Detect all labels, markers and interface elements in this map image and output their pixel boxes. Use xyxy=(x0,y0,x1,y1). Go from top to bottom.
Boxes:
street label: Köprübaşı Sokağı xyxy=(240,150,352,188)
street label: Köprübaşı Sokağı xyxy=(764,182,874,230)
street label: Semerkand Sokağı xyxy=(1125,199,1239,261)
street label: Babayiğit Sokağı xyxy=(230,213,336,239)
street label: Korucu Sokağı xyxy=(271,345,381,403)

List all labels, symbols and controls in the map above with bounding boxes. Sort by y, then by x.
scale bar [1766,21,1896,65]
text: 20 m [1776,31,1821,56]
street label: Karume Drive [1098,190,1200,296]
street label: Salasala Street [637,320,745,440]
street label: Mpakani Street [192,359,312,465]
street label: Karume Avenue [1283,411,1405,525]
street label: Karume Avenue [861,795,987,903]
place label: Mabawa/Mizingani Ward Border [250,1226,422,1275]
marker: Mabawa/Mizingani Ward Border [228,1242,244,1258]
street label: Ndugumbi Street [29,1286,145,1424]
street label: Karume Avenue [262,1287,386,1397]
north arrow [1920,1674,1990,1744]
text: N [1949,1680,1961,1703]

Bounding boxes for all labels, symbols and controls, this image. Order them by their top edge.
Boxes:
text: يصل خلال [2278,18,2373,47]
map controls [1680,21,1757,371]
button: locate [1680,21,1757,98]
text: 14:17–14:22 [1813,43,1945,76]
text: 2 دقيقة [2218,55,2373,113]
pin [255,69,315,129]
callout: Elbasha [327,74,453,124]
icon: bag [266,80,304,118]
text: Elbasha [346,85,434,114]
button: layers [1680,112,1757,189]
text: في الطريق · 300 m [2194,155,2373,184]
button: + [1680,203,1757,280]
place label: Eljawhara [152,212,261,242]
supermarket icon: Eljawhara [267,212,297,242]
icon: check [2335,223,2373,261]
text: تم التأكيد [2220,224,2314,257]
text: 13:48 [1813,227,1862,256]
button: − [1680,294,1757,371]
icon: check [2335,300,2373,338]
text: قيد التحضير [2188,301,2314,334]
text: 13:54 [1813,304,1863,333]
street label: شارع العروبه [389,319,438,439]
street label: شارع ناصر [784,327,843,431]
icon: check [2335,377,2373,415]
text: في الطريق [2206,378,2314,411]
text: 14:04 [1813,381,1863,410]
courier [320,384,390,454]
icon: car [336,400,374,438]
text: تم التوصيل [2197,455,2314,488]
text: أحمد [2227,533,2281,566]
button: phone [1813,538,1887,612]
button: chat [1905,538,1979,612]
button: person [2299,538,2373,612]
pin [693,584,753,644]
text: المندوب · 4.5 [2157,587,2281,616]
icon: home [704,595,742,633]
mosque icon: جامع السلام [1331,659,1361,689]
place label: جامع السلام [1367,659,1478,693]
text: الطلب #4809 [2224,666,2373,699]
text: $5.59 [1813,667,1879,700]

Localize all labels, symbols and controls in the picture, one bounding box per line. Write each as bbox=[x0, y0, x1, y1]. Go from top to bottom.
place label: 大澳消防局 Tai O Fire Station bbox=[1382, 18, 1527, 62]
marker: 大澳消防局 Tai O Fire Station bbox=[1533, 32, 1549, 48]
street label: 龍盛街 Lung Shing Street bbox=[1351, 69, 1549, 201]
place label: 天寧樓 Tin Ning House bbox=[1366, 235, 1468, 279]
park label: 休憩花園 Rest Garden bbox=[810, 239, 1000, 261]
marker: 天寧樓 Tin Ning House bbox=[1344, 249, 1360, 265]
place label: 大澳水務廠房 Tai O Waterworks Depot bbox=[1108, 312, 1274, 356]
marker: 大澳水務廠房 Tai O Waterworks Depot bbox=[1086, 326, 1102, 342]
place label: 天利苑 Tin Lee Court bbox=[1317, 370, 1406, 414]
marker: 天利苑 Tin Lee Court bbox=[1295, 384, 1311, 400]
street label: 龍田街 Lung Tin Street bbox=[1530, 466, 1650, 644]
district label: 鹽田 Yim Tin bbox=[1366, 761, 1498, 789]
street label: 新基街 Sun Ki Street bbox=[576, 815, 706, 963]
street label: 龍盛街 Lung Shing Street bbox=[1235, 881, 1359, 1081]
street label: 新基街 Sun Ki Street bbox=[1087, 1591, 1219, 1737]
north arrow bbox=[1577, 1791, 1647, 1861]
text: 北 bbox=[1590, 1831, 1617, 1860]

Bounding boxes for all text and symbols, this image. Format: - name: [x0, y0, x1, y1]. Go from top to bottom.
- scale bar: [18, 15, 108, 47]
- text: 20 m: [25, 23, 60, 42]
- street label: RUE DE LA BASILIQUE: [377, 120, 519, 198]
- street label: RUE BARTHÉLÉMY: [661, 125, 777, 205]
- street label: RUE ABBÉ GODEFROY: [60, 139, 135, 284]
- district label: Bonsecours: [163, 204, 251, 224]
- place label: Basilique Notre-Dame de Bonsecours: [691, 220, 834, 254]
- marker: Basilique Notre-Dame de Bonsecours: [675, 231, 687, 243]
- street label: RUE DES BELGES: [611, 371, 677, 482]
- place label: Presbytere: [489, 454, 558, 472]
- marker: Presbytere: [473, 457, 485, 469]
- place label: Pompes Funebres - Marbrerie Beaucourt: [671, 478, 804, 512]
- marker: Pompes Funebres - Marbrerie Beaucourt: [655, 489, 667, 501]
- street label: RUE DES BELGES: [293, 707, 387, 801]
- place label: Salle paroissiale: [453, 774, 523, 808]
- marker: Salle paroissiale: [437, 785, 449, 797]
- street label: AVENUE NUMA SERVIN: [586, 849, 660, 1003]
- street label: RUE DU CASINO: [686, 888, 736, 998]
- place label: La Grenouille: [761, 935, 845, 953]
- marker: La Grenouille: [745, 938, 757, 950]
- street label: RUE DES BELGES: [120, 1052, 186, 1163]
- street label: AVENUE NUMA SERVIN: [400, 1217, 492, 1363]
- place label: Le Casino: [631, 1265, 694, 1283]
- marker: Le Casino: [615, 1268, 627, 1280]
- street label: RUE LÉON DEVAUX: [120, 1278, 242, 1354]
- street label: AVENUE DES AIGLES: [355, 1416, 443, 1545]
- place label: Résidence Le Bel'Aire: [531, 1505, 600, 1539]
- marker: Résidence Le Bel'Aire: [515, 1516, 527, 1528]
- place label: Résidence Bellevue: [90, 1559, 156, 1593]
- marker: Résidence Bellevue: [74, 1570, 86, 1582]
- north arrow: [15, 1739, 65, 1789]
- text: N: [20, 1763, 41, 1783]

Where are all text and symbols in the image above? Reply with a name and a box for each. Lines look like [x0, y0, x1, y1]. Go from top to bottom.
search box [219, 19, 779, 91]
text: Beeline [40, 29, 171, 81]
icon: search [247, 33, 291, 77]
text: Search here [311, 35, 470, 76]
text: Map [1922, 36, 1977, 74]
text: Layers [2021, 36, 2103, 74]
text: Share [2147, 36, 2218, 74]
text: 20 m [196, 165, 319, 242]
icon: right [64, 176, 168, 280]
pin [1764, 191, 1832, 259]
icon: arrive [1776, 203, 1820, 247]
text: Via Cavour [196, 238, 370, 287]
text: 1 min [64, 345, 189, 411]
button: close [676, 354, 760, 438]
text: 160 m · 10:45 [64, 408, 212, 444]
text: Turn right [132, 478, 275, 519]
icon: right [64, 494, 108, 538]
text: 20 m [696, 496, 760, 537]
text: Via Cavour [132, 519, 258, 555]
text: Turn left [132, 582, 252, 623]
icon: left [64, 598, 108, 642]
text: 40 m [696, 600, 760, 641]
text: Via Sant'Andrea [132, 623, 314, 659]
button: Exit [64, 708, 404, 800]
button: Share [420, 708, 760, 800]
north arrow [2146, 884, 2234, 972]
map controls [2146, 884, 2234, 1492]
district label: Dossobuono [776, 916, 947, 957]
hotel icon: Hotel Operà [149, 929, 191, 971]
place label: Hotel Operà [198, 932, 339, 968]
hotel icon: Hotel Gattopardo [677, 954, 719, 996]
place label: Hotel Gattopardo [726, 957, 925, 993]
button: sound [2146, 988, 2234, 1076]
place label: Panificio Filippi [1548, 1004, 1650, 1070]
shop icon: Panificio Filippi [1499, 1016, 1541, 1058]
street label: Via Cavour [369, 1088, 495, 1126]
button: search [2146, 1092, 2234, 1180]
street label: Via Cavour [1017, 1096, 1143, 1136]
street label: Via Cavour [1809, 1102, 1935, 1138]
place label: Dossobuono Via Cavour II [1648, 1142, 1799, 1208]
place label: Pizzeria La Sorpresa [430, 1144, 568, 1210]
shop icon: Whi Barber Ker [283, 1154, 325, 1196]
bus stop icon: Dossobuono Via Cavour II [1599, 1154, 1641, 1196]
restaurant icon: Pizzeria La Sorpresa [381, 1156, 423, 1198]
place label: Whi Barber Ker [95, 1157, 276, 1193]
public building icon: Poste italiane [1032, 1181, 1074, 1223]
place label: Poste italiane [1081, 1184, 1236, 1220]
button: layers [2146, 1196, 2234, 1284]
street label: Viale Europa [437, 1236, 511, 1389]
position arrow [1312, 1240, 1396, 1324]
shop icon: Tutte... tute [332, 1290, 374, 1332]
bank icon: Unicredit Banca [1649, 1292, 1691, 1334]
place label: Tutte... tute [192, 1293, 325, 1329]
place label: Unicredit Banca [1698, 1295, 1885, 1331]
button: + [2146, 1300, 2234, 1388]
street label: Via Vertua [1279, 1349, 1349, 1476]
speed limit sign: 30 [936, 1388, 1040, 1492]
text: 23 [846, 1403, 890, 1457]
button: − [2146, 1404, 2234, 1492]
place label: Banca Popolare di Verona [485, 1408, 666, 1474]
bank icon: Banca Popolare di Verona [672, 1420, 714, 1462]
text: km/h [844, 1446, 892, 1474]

· · · · · · ·

* [What the task asks] Which lines in the data above hold the string "Sokağı"? Return each of them.

* [Reply]
street label: Köprübaşı Sokağı xyxy=(240,150,352,188)
street label: Köprübaşı Sokağı xyxy=(764,182,874,230)
street label: Semerkand Sokağı xyxy=(1125,199,1239,261)
street label: Babayiğit Sokağı xyxy=(230,213,336,239)
street label: Korucu Sokağı xyxy=(271,345,381,403)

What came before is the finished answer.